Reproduce the records exactly.

(Items from a dataset)
BEGIN

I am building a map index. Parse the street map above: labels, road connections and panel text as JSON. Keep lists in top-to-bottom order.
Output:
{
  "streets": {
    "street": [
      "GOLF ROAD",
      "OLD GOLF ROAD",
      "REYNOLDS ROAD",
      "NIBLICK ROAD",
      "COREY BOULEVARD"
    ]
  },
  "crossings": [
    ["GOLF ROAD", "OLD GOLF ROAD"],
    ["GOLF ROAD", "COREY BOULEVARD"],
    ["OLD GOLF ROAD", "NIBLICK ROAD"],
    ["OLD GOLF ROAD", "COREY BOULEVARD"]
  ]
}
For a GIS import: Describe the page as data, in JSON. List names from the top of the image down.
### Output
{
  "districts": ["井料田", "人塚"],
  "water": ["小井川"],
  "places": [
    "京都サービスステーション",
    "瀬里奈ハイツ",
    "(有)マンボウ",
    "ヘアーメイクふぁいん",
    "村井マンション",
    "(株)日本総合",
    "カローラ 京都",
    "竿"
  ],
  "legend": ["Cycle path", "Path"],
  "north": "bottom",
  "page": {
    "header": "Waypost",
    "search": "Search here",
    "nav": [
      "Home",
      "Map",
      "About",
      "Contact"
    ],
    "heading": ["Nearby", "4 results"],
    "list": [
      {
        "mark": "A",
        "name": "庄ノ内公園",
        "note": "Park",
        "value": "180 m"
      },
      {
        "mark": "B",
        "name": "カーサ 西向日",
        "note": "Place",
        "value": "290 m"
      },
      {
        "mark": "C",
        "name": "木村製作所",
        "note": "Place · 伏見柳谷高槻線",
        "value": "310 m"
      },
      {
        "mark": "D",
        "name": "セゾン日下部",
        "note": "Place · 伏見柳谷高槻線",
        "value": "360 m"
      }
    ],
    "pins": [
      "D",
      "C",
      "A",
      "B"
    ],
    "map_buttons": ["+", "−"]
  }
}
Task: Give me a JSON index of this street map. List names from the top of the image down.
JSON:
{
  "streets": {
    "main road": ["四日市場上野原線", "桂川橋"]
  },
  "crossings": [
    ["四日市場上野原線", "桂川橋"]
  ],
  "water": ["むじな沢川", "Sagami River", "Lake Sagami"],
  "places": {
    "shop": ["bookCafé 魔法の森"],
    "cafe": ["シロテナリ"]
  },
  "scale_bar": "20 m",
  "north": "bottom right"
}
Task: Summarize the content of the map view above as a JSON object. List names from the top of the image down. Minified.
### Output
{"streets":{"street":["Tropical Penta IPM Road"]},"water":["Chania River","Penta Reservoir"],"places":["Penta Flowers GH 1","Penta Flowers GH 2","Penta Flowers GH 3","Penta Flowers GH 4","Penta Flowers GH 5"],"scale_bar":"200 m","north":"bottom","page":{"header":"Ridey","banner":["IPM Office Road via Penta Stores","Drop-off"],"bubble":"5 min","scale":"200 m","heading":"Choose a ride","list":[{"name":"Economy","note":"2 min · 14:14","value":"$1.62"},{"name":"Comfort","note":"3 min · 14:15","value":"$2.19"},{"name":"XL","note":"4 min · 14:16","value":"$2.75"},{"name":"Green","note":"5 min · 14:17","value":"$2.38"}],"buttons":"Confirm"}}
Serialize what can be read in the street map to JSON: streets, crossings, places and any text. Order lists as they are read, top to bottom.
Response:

END

### Response for this exercise
I am building a map index. Parse the street map above: labels, road connections and panel text as JSON. Keep lists in top-to-bottom order.
Output:
{
  "streets": {
    "street": [
      "GOLF ROAD",
      "OLD GOLF ROAD",
      "REYNOLDS ROAD",
      "NIBLICK ROAD",
      "COREY BOULEVARD"
    ]
  },
  "crossings": [
    ["GOLF ROAD", "OLD GOLF ROAD"],
    ["GOLF ROAD", "COREY BOULEVARD"],
    ["OLD GOLF ROAD", "NIBLICK ROAD"],
    ["OLD GOLF ROAD", "COREY BOULEVARD"]
  ]
}
For a GIS import: Describe the page as data, in JSON. List names from the top of the image down.
### Output
{
  "districts": ["井料田", "人塚"],
  "water": ["小井川"],
  "places": [
    "京都サービスステーション",
    "瀬里奈ハイツ",
    "(有)マンボウ",
    "ヘアーメイクふぁいん",
    "村井マンション",
    "(株)日本総合",
    "カローラ 京都",
    "竿"
  ],
  "legend": ["Cycle path", "Path"],
  "north": "bottom",
  "page": {
    "header": "Waypost",
    "search": "Search here",
    "nav": [
      "Home",
      "Map",
      "About",
      "Contact"
    ],
    "heading": ["Nearby", "4 results"],
    "list": [
      {
        "mark": "A",
        "name": "庄ノ内公園",
        "note": "Park",
        "value": "180 m"
      },
      {
        "mark": "B",
        "name": "カーサ 西向日",
        "note": "Place",
        "value": "290 m"
      },
      {
        "mark": "C",
        "name": "木村製作所",
        "note": "Place · 伏見柳谷高槻線",
        "value": "310 m"
      },
      {
        "mark": "D",
        "name": "セゾン日下部",
        "note": "Place · 伏見柳谷高槻線",
        "value": "360 m"
      }
    ],
    "pins": [
      "D",
      "C",
      "A",
      "B"
    ],
    "map_buttons": ["+", "−"]
  }
}
Task: Give me a JSON index of this street map. List names from the top of the image down.
JSON:
{
  "streets": {
    "main road": ["四日市場上野原線", "桂川橋"]
  },
  "crossings": [
    ["四日市場上野原線", "桂川橋"]
  ],
  "water": ["むじな沢川", "Sagami River", "Lake Sagami"],
  "places": {
    "shop": ["bookCafé 魔法の森"],
    "cafe": ["シロテナリ"]
  },
  "scale_bar": "20 m",
  "north": "bottom right"
}
Task: Summarize the content of the map view above as a JSON object. List names from the top of the image down. Minified.
### Output
{"streets":{"street":["Tropical Penta IPM Road"]},"water":["Chania River","Penta Reservoir"],"places":["Penta Flowers GH 1","Penta Flowers GH 2","Penta Flowers GH 3","Penta Flowers GH 4","Penta Flowers GH 5"],"scale_bar":"200 m","north":"bottom","page":{"header":"Ridey","banner":["IPM Office Road via Penta Stores","Drop-off"],"bubble":"5 min","scale":"200 m","heading":"Choose a ride","list":[{"name":"Economy","note":"2 min · 14:14","value":"$1.62"},{"name":"Comfort","note":"3 min · 14:15","value":"$2.19"},{"name":"XL","note":"4 min · 14:16","value":"$2.75"},{"name":"Green","note":"5 min · 14:17","value":"$2.38"}],"buttons":"Confirm"}}
Serialize what can be read in the street map to JSON: streets, crossings, places and any text. Order lists as they are read, top to bottom.
Response:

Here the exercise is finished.